*** MATERIAL FOR THE TASK
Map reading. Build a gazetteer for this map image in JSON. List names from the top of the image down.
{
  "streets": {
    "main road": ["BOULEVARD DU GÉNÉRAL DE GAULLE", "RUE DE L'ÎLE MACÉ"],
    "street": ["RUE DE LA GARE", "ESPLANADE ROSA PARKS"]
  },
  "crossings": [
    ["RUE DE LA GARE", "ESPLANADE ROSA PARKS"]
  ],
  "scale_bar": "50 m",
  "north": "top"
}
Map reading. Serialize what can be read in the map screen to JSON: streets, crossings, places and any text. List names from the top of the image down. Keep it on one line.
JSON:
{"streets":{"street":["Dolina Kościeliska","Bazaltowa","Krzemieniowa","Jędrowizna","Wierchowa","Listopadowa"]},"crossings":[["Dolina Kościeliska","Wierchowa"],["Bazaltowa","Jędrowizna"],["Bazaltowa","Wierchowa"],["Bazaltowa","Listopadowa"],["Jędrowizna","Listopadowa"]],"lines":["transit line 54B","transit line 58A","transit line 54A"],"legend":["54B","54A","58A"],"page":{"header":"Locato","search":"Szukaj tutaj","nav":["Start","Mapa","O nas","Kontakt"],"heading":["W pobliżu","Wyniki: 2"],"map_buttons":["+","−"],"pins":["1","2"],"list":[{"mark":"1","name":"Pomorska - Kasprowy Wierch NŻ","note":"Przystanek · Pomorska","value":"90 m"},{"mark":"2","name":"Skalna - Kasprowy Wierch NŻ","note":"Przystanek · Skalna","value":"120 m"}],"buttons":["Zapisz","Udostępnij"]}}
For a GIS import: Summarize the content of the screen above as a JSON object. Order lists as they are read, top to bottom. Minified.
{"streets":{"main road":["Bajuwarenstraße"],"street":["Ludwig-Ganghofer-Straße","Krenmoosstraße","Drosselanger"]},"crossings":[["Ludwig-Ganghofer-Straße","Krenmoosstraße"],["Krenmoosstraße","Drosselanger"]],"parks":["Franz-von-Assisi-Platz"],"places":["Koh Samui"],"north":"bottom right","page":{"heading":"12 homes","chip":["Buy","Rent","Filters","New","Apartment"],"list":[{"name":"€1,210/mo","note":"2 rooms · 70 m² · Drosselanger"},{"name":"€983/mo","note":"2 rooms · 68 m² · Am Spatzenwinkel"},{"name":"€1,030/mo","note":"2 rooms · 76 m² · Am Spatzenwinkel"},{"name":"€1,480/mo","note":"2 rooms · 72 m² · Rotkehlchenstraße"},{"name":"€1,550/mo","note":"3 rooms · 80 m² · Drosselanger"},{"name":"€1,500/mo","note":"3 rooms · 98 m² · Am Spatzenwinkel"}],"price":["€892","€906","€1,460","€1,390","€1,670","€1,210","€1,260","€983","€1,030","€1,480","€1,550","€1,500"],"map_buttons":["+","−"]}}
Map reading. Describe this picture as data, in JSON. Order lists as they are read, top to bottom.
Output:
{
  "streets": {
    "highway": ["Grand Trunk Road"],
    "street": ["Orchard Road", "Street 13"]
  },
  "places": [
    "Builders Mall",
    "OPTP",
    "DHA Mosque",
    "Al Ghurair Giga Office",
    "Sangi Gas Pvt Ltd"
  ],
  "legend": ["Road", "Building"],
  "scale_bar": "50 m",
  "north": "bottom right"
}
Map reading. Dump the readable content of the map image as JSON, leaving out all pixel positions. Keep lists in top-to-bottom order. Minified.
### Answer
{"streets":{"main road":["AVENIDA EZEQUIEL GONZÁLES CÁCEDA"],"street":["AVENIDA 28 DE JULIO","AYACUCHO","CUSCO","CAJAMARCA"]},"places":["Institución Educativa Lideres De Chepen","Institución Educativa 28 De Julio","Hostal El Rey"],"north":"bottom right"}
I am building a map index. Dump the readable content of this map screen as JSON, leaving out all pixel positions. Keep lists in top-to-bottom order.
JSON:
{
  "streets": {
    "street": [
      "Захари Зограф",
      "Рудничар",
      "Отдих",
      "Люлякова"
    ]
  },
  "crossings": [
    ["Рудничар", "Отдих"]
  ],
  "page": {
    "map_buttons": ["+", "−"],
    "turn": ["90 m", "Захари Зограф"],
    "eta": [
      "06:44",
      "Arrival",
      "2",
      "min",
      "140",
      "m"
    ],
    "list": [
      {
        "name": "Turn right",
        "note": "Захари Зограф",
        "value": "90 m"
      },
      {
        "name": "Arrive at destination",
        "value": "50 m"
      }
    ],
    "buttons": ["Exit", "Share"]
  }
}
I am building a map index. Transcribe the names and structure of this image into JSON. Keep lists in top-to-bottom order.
******
-- DESCRIPTION OF THE TASK --
Could you please retype the lines from the start of the data through the line with "Map reading. Serialize", both included, and nothing else?

-- ANSWER BOX --
Map reading. Build a gazetteer for this map image in JSON. List names from the top of the image down.
{
  "streets": {
    "main road": ["BOULEVARD DU GÉNÉRAL DE GAULLE", "RUE DE L'ÎLE MACÉ"],
    "street": ["RUE DE LA GARE", "ESPLANADE ROSA PARKS"]
  },
  "crossings": [
    ["RUE DE LA GARE", "ESPLANADE ROSA PARKS"]
  ],
  "scale_bar": "50 m",
  "north": "top"
}
Map reading. Serialize what can be read in the map screen to JSON: streets, crossings, places and any text. List names from the top of the image down. Keep it on one line.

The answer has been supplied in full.